╔══

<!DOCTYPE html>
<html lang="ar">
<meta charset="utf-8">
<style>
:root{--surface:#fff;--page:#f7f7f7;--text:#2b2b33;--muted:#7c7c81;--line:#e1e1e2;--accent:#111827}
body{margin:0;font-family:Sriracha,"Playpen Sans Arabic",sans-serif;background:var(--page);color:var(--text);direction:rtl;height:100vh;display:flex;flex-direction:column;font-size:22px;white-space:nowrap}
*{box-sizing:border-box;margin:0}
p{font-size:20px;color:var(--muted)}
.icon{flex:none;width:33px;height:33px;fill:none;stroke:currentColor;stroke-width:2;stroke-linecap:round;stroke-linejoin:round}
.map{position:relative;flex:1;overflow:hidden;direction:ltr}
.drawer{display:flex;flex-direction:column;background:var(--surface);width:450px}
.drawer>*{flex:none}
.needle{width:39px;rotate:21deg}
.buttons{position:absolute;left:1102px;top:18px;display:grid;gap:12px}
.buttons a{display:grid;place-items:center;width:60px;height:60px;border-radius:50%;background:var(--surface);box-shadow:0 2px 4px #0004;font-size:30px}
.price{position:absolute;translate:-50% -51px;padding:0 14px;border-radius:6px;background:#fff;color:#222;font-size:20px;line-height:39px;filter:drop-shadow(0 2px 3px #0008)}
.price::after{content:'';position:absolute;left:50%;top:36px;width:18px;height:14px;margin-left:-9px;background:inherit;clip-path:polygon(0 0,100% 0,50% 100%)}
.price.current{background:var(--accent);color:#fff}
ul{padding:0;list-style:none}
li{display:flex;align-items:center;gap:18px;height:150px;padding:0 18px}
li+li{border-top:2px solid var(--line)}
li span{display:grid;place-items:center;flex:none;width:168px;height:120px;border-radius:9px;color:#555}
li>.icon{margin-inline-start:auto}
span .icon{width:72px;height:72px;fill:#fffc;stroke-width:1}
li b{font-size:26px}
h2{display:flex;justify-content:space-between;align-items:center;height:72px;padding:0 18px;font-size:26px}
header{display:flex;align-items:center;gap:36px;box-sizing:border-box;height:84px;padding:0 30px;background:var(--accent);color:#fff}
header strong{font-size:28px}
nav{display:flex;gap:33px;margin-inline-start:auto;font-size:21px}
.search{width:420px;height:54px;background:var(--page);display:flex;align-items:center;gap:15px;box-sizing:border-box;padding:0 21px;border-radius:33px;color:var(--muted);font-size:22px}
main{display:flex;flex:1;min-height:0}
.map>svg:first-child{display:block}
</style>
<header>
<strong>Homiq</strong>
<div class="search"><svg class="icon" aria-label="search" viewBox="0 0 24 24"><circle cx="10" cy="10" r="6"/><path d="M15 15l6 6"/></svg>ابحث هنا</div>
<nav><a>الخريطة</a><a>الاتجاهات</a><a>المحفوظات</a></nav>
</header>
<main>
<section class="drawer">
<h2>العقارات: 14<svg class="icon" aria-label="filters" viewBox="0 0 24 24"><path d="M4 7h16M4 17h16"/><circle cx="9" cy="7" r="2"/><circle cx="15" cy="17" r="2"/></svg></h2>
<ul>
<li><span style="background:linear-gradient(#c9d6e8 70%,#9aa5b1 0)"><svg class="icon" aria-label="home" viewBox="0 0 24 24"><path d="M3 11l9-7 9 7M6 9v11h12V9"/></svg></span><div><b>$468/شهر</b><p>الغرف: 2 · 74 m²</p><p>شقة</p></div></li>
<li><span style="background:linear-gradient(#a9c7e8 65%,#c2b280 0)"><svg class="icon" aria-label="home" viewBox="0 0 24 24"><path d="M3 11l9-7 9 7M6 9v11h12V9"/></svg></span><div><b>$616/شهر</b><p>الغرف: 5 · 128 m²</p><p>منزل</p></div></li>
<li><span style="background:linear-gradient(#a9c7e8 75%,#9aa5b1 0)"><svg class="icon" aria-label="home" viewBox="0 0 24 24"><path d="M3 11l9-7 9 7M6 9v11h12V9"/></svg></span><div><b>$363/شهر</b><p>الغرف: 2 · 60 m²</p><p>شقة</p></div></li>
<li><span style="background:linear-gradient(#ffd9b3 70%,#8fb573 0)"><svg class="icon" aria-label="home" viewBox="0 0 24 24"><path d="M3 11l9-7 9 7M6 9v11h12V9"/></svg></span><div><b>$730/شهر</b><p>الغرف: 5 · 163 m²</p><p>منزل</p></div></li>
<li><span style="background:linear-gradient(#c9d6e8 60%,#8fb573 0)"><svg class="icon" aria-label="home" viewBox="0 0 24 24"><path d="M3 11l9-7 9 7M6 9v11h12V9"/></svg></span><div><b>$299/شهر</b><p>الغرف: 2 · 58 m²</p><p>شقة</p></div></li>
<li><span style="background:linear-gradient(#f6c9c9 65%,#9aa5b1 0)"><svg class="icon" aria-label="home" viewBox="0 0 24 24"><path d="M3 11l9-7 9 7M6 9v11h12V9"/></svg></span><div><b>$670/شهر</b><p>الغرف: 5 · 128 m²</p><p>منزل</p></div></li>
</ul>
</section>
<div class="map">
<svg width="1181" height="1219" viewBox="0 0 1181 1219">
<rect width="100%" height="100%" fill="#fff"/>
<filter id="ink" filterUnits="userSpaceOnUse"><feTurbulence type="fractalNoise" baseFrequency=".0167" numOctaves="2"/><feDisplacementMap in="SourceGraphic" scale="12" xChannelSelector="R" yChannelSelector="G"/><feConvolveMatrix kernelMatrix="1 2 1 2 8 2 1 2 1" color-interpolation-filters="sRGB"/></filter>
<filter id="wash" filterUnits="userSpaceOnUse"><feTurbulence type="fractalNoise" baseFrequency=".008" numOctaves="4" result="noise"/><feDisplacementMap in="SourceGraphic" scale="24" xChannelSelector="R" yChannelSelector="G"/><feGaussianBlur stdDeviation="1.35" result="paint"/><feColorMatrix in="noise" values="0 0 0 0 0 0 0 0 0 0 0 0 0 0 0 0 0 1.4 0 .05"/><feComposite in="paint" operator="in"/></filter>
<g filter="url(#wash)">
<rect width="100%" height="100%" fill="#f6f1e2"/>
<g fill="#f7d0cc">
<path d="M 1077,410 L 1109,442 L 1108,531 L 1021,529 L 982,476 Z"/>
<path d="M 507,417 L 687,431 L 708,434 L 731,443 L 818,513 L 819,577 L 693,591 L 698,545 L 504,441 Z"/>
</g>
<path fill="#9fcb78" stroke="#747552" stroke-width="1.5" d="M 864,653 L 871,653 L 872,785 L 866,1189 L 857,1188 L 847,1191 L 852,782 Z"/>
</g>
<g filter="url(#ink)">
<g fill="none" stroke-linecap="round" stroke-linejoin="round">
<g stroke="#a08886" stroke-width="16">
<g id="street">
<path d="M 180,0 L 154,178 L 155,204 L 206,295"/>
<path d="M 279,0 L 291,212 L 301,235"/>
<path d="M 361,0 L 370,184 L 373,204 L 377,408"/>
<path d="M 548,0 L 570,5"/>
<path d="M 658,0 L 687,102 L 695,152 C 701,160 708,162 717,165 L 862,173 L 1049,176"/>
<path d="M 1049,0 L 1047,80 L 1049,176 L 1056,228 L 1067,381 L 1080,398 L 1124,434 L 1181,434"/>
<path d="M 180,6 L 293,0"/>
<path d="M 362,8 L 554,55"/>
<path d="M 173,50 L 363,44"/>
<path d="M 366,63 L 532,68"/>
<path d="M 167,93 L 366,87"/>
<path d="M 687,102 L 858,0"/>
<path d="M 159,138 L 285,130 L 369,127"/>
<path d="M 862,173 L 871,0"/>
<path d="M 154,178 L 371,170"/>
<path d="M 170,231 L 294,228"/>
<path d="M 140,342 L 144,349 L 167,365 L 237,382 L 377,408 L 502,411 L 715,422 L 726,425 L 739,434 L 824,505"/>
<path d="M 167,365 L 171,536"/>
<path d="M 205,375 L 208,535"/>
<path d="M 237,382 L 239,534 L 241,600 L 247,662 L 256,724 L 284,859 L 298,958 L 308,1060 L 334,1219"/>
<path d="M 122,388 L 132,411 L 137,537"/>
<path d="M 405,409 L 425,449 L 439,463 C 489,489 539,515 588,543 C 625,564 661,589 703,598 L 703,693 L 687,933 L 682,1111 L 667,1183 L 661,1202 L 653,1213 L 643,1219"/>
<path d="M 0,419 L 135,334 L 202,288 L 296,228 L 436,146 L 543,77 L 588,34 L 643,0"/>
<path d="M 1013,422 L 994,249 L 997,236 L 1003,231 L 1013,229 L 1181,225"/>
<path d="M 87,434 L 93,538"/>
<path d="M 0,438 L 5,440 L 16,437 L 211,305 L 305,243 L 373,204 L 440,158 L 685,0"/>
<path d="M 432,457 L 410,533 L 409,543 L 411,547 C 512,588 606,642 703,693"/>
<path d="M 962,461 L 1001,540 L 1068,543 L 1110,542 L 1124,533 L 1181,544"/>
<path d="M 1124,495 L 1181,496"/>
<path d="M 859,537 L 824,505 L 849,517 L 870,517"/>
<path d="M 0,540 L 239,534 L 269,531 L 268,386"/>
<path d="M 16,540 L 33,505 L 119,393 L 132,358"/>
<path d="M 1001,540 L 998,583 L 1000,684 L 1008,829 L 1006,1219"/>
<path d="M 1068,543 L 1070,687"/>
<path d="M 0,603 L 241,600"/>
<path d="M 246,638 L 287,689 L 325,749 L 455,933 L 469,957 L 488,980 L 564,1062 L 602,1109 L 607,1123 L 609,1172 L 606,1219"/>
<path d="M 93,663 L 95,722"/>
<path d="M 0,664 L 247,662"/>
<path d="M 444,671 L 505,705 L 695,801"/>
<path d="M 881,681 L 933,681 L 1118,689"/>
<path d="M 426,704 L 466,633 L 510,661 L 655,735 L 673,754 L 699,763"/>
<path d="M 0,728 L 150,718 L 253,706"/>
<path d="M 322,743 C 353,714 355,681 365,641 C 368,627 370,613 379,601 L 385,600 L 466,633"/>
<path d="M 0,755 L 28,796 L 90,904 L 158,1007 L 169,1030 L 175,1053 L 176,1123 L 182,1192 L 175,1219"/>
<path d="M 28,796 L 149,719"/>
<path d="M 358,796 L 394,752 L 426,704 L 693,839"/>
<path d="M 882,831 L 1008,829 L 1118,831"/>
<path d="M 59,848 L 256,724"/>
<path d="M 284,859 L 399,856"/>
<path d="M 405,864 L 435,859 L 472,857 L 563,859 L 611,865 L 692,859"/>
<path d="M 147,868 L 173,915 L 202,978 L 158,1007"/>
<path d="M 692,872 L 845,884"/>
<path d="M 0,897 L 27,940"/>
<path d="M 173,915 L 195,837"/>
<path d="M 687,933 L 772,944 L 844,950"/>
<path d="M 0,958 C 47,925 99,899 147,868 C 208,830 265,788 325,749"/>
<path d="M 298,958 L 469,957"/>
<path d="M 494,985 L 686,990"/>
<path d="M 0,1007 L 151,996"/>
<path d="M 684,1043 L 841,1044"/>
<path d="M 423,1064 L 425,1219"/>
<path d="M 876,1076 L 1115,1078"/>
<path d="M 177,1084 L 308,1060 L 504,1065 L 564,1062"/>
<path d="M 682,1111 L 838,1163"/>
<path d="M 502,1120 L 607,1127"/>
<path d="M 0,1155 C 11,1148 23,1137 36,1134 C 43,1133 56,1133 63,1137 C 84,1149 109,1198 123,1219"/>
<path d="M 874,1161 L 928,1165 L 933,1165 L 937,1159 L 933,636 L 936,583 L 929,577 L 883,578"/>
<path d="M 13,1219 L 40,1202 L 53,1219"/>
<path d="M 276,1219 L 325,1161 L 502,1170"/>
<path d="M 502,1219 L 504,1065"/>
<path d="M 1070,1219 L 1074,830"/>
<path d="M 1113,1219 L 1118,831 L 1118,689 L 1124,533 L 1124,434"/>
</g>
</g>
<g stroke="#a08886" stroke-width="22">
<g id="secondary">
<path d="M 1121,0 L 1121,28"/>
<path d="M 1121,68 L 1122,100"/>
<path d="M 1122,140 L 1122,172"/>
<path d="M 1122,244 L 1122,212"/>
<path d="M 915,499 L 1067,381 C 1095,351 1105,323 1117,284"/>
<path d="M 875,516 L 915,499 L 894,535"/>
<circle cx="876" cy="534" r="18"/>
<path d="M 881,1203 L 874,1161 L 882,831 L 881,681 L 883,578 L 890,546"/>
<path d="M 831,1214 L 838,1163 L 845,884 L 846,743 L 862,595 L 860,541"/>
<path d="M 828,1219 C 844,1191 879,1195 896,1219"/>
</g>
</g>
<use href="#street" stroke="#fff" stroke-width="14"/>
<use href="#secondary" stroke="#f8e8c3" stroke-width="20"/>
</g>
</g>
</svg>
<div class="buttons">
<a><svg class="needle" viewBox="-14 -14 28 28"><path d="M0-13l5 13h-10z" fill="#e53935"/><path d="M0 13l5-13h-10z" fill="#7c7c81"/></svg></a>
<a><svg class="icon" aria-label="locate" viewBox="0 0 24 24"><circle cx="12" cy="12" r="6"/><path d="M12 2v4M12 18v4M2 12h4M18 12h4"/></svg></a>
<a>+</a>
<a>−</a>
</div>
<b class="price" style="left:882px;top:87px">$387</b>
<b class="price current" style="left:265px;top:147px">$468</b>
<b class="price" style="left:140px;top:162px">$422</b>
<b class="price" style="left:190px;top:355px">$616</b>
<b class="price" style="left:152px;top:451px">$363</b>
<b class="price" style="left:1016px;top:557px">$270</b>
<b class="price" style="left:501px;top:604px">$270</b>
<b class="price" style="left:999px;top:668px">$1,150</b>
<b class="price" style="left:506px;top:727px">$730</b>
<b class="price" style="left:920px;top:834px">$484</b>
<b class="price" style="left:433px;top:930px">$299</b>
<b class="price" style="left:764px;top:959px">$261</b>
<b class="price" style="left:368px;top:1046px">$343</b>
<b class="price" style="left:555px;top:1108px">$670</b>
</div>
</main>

╚══

**YOUR INSTRUCTIONS**
Scan the records for the string "baseFrequency" and report each line where it occurs.

**YOUR RESPONSE**
<filter id="ink" filterUnits="userSpaceOnUse"><feTurbulence type="fractalNoise" baseFrequency=".0167" numOctaves="2"/><feDisplacementMap in="SourceGraphic" scale="12" xChannelSelector="R" yChannelSelector="G"/><feConvolveMatrix kernelMatrix="1 2 1 2 8 2 1 2 1" color-interpolation-filters="sRGB"/></filter>
<filter id="wash" filterUnits="userSpaceOnUse"><feTurbulence type="fractalNoise" baseFrequency=".008" numOctaves="4" result="noise"/><feDisplacementMap in="SourceGraphic" scale="24" xChannelSelector="R" yChannelSelector="G"/><feGaussianBlur stdDeviation="1.35" result="paint"/><feColorMatrix in="noise" values="0 0 0 0 0 0 0 0 0 0 0 0 0 0 0 0 0 1.4 0 .05"/><feComposite in="paint" operator="in"/></filter>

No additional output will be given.